Cuando nos conocimos todo fue tan mágico, tan hermoso, parecía sobrenatural la forma en que congeniábamos, sinceramente nunca creí encontrar a alguien tan parecido a mí, fuiste la primera persona que me hizo sentir de verdad que podía leer mi mente, anticipar mis necesidades, comprender mis sentimientos, fuiste sin duda la persona con la que menos tuve problemas para darme a entender.

Sinceramente las cosas entre nosotros dos se dieron demasiado rápido, no porque lo planeáramos, sino porque todo fluía fácil y sin resistencia, no sé si fue correcto, si fue bueno o malo, solo sé que entre tus manos y tus palabras me derretía, no podía ni quería oponerme a tus deseos e insinuaciones, tú me querías y yo te quería, esa era toda la verdad que me importaba, puedo jurarte que, si en ese momento hubiera sido necesaria mi vida para salvar la tuya, te la hubiera dado sin titubear.

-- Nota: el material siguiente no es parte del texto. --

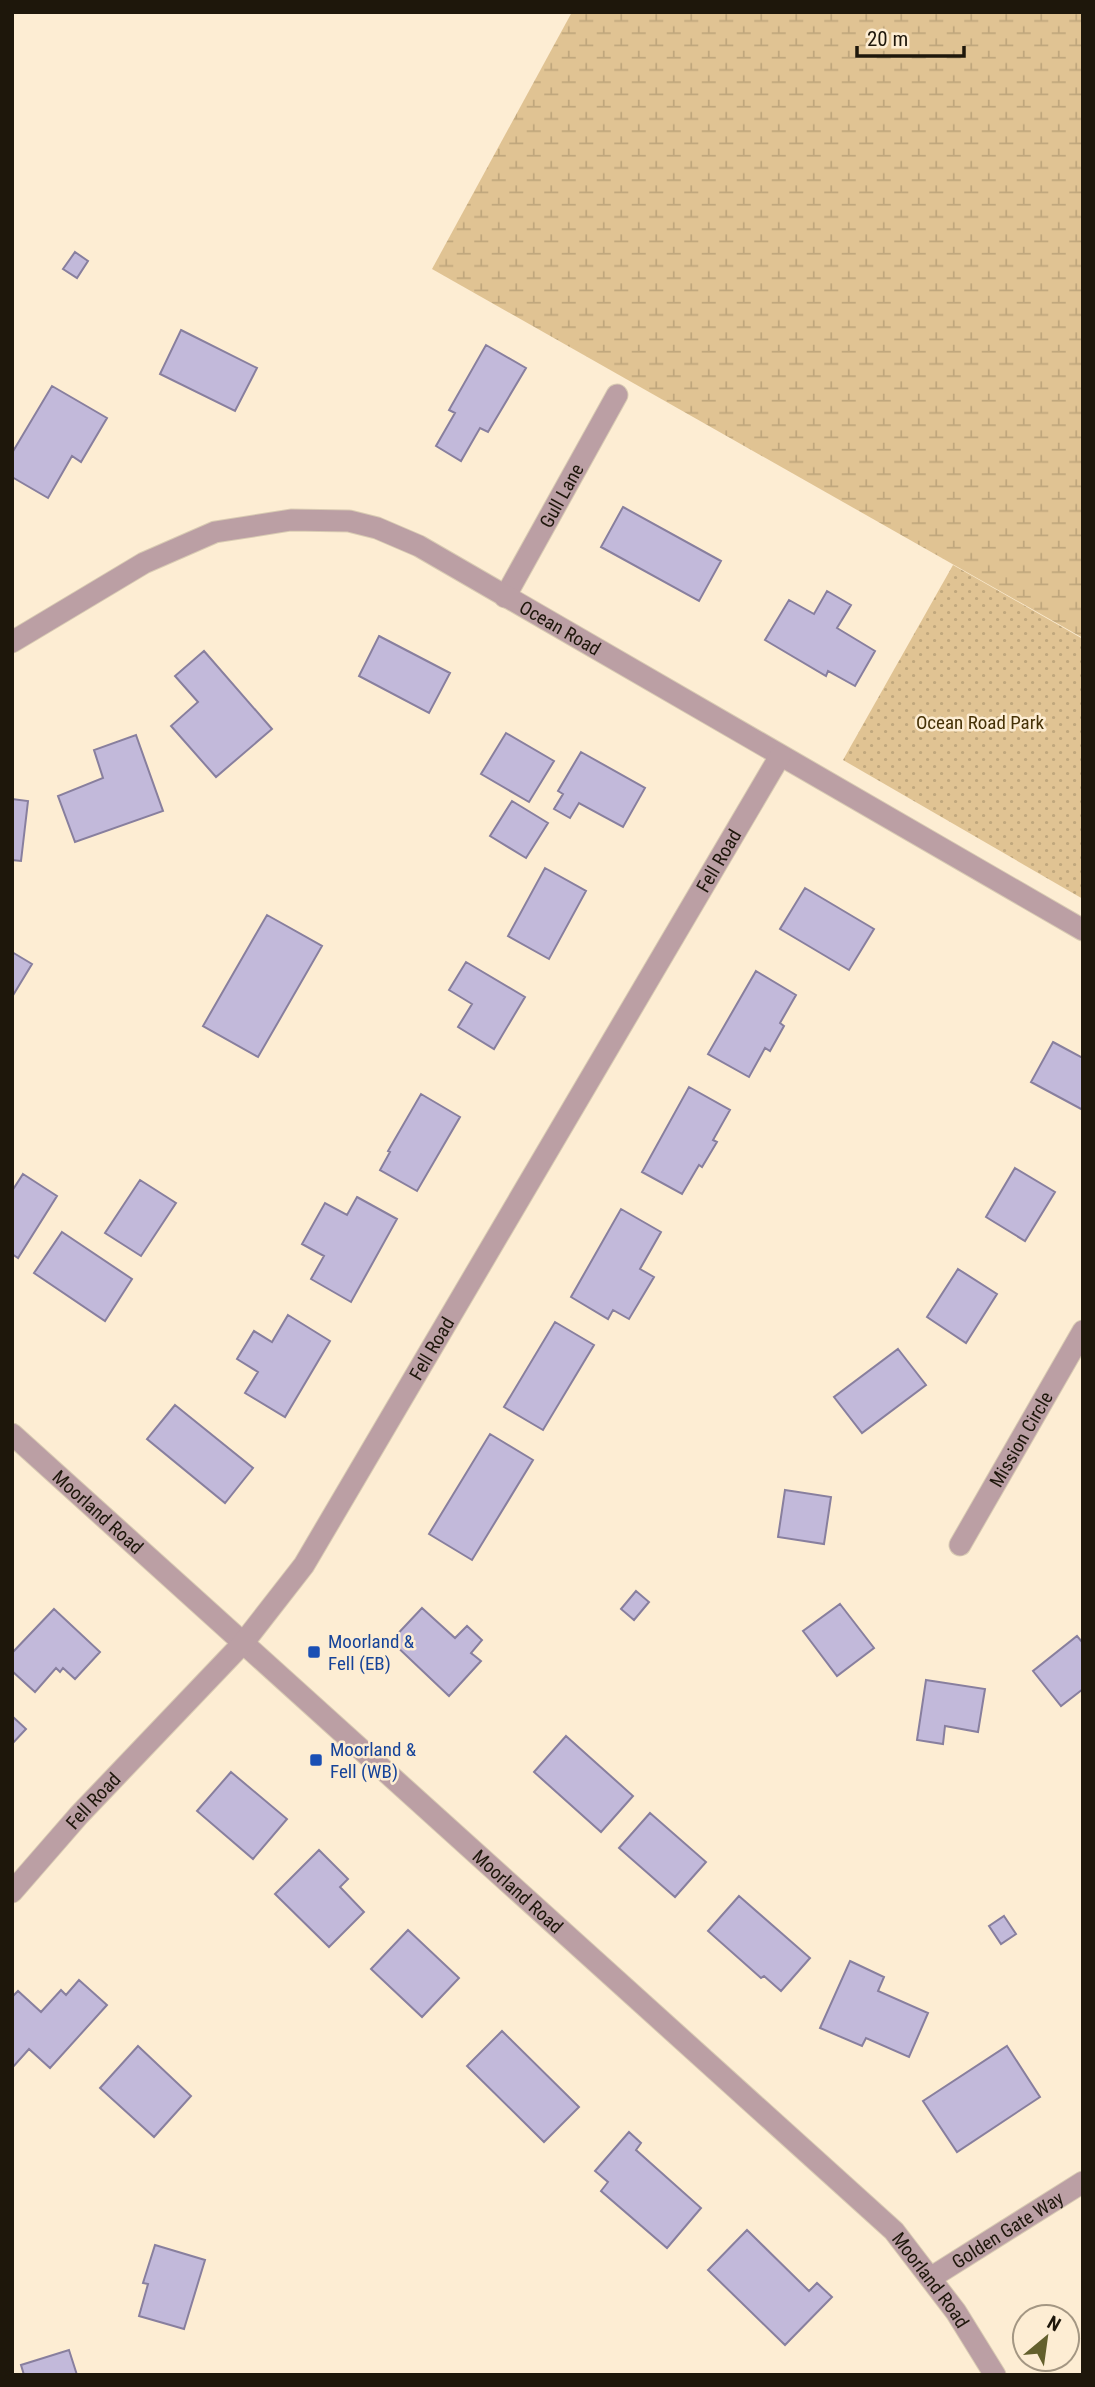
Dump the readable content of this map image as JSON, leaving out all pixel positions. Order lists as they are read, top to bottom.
{
  "streets": {
    "street": [
      "Gull Lane",
      "Ocean Road",
      "Fell Road",
      "Mission Circle",
      "Moorland Road",
      "Golden Gate Way"
    ]
  },
  "crossings": [
    ["Gull Lane", "Ocean Road"],
    ["Ocean Road", "Fell Road"],
    ["Fell Road", "Moorland Road"],
    ["Moorland Road", "Golden Gate Way"]
  ],
  "parks": ["Ocean Road Park"],
  "places": {
    "transit": ["Moorland & Fell (EB)", "Moorland & Fell (WB)"]
  },
  "scale_bar": "20 m",
  "north": "top right"
}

Es verdad que con solo recordad esos momentos la piel se me enchina y aun puedo sentir esa pasión que recorre mi cuerpo, si pudiera elegir un momento de mi vida en el cual quedar atrapada, sería sin titubear esa etapa en la que estaba tan enamorada de ti, pero tu como otras personas tenías una desviación marcada en tu camino más adelante, nunca supe si lo tenías planeado o fue simplemente que llegamos a ese momento de la vida en la que tomas la decisión de quedarte o irte, tu escogiste la segunda y me heriste profundamente en el corazón, tan fuerte y tan salvajemente que nunca volveré a ser la misma otra vez.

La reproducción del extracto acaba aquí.